━━━ Data for this task ━━━

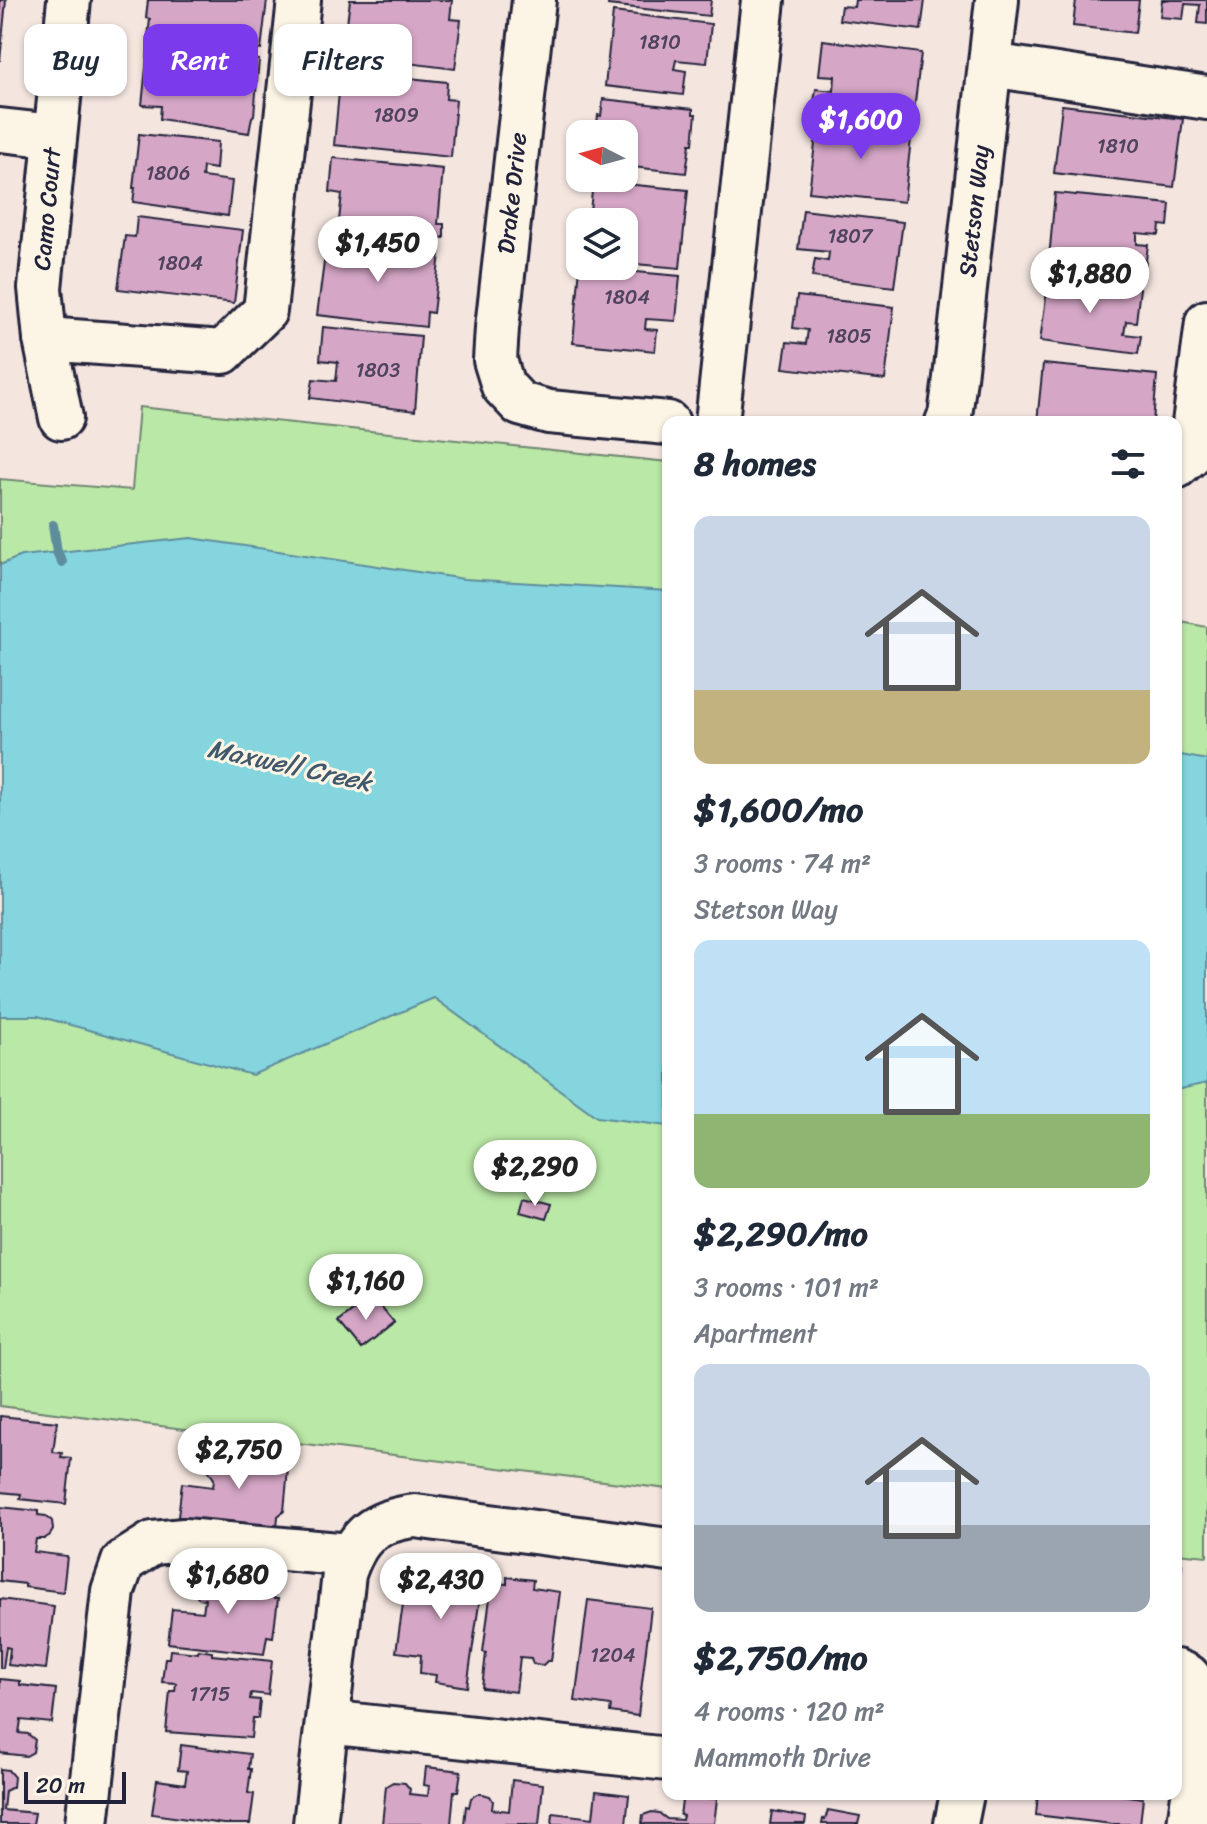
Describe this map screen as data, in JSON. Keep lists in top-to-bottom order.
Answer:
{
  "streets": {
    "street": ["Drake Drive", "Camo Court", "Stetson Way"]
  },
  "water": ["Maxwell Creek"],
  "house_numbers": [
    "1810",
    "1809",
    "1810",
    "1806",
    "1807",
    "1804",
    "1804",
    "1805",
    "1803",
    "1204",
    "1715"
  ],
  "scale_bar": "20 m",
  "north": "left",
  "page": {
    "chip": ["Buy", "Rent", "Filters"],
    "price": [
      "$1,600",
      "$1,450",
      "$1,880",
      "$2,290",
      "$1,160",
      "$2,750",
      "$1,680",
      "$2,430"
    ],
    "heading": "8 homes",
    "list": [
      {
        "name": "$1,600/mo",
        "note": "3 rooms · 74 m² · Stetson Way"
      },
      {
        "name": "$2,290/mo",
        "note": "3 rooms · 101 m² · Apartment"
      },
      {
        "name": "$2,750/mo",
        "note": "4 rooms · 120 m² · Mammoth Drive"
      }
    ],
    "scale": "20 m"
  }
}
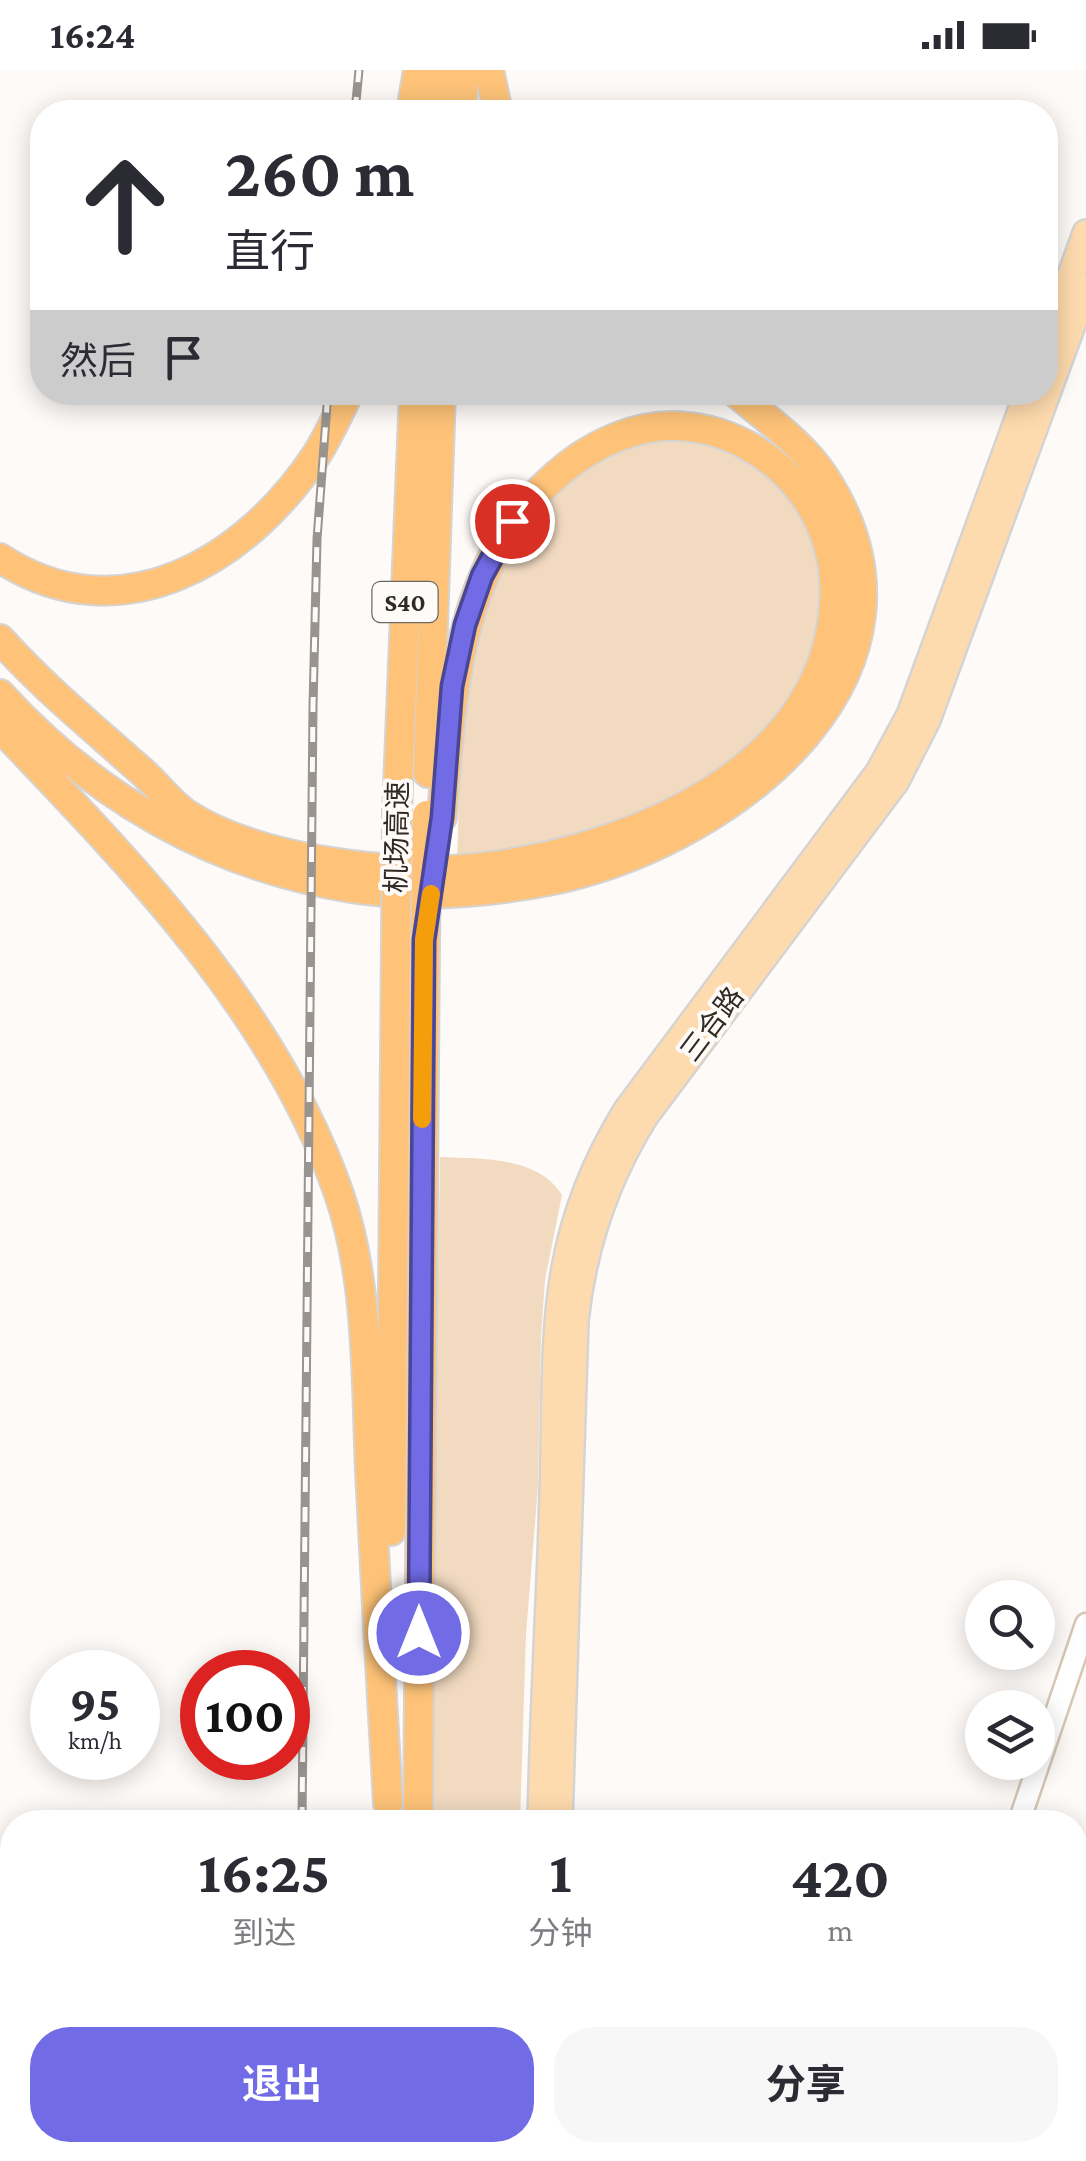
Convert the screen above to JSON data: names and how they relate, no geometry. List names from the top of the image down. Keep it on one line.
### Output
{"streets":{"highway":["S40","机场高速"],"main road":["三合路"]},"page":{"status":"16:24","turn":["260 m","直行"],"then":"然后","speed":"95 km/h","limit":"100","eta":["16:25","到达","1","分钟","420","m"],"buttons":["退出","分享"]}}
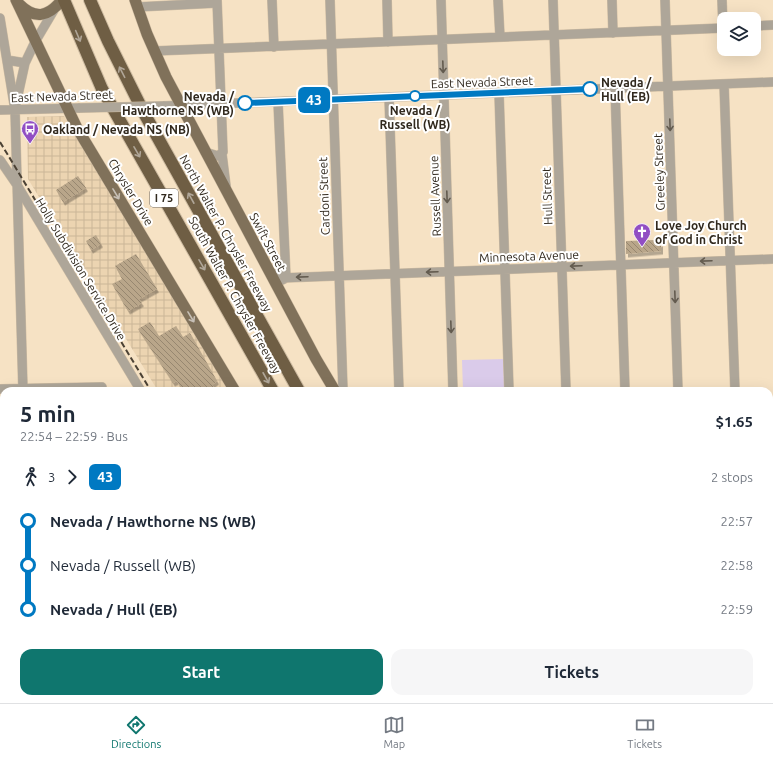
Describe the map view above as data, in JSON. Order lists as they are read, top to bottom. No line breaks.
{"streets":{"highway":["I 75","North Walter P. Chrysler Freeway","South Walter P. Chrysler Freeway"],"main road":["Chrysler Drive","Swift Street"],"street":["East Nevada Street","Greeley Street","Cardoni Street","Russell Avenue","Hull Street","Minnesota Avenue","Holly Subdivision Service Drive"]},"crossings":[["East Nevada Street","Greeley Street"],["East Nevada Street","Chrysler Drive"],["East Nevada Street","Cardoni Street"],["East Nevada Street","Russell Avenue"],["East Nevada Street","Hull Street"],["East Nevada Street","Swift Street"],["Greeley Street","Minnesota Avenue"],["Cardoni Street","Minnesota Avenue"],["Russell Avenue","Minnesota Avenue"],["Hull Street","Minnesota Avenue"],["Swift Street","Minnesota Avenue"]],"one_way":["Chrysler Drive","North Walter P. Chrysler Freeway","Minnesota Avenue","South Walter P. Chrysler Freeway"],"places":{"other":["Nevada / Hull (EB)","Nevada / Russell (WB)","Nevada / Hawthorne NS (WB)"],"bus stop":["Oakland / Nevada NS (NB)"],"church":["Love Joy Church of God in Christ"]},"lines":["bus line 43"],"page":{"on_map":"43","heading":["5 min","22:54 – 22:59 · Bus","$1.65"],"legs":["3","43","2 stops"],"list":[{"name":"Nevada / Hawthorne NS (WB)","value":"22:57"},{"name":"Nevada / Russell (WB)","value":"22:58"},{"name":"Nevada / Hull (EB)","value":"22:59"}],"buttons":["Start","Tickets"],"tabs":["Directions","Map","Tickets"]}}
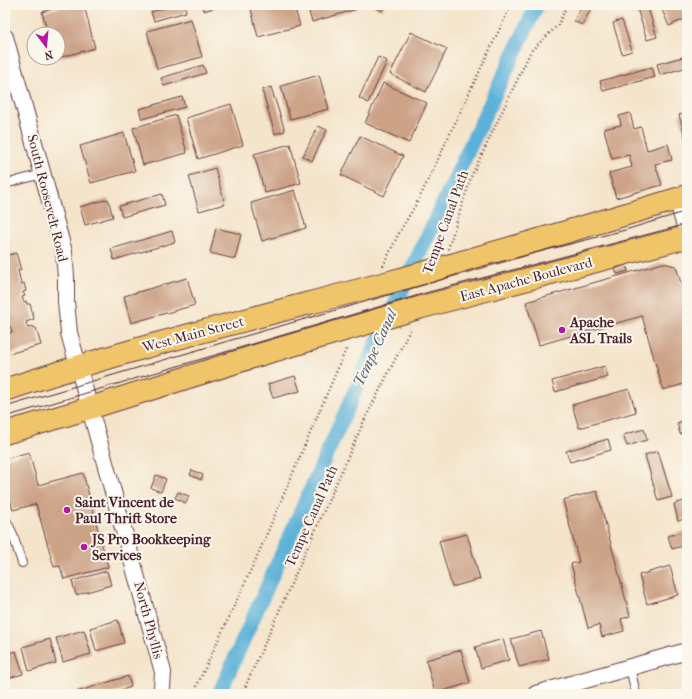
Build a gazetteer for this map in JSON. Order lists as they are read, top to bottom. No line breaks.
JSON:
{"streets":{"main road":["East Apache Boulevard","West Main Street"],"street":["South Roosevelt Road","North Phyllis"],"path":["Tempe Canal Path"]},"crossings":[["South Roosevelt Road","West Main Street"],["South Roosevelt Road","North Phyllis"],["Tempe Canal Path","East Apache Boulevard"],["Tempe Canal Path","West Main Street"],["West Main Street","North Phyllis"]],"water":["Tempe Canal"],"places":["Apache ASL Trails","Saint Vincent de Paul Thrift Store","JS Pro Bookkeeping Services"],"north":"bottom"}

━━━

> **Instructions to follow**
What is needed is an exact repeat of every entry above, with the pictures left out.

> **Solution to this exercise**
Describe this map screen as data, in JSON. Keep lists in top-to-bottom order.
Answer:
{
  "streets": {
    "street": ["Drake Drive", "Camo Court", "Stetson Way"]
  },
  "water": ["Maxwell Creek"],
  "house_numbers": [
    "1810",
    "1809",
    "1810",
    "1806",
    "1807",
    "1804",
    "1804",
    "1805",
    "1803",
    "1204",
    "1715"
  ],
  "scale_bar": "20 m",
  "north": "left",
  "page": {
    "chip": ["Buy", "Rent", "Filters"],
    "price": [
      "$1,600",
      "$1,450",
      "$1,880",
      "$2,290",
      "$1,160",
      "$2,750",
      "$1,680",
      "$2,430"
    ],
    "heading": "8 homes",
    "list": [
      {
        "name": "$1,600/mo",
        "note": "3 rooms · 74 m² · Stetson Way"
      },
      {
        "name": "$2,290/mo",
        "note": "3 rooms · 101 m² · Apartment"
      },
      {
        "name": "$2,750/mo",
        "note": "4 rooms · 120 m² · Mammoth Drive"
      }
    ],
    "scale": "20 m"
  }
}
Convert the screen above to JSON data: names and how they relate, no geometry. List names from the top of the image down. Keep it on one line.
### Output
{"streets":{"highway":["S40","机场高速"],"main road":["三合路"]},"page":{"status":"16:24","turn":["260 m","直行"],"then":"然后","speed":"95 km/h","limit":"100","eta":["16:25","到达","1","分钟","420","m"],"buttons":["退出","分享"]}}
Describe the map view above as data, in JSON. Order lists as they are read, top to bottom. No line breaks.
{"streets":{"highway":["I 75","North Walter P. Chrysler Freeway","South Walter P. Chrysler Freeway"],"main road":["Chrysler Drive","Swift Street"],"street":["East Nevada Street","Greeley Street","Cardoni Street","Russell Avenue","Hull Street","Minnesota Avenue","Holly Subdivision Service Drive"]},"crossings":[["East Nevada Street","Greeley Street"],["East Nevada Street","Chrysler Drive"],["East Nevada Street","Cardoni Street"],["East Nevada Street","Russell Avenue"],["East Nevada Street","Hull Street"],["East Nevada Street","Swift Street"],["Greeley Street","Minnesota Avenue"],["Cardoni Street","Minnesota Avenue"],["Russell Avenue","Minnesota Avenue"],["Hull Street","Minnesota Avenue"],["Swift Street","Minnesota Avenue"]],"one_way":["Chrysler Drive","North Walter P. Chrysler Freeway","Minnesota Avenue","South Walter P. Chrysler Freeway"],"places":{"other":["Nevada / Hull (EB)","Nevada / Russell (WB)","Nevada / Hawthorne NS (WB)"],"bus stop":["Oakland / Nevada NS (NB)"],"church":["Love Joy Church of God in Christ"]},"lines":["bus line 43"],"page":{"on_map":"43","heading":["5 min","22:54 – 22:59 · Bus","$1.65"],"legs":["3","43","2 stops"],"list":[{"name":"Nevada / Hawthorne NS (WB)","value":"22:57"},{"name":"Nevada / Russell (WB)","value":"22:58"},{"name":"Nevada / Hull (EB)","value":"22:59"}],"buttons":["Start","Tickets"],"tabs":["Directions","Map","Tickets"]}}
Build a gazetteer for this map in JSON. Order lists as they are read, top to bottom. No line breaks.
JSON:
{"streets":{"main road":["East Apache Boulevard","West Main Street"],"street":["South Roosevelt Road","North Phyllis"],"path":["Tempe Canal Path"]},"crossings":[["South Roosevelt Road","West Main Street"],["South Roosevelt Road","North Phyllis"],["Tempe Canal Path","East Apache Boulevard"],["Tempe Canal Path","West Main Street"],["West Main Street","North Phyllis"]],"water":["Tempe Canal"],"places":["Apache ASL Trails","Saint Vincent de Paul Thrift Store","JS Pro Bookkeeping Services"],"north":"bottom"}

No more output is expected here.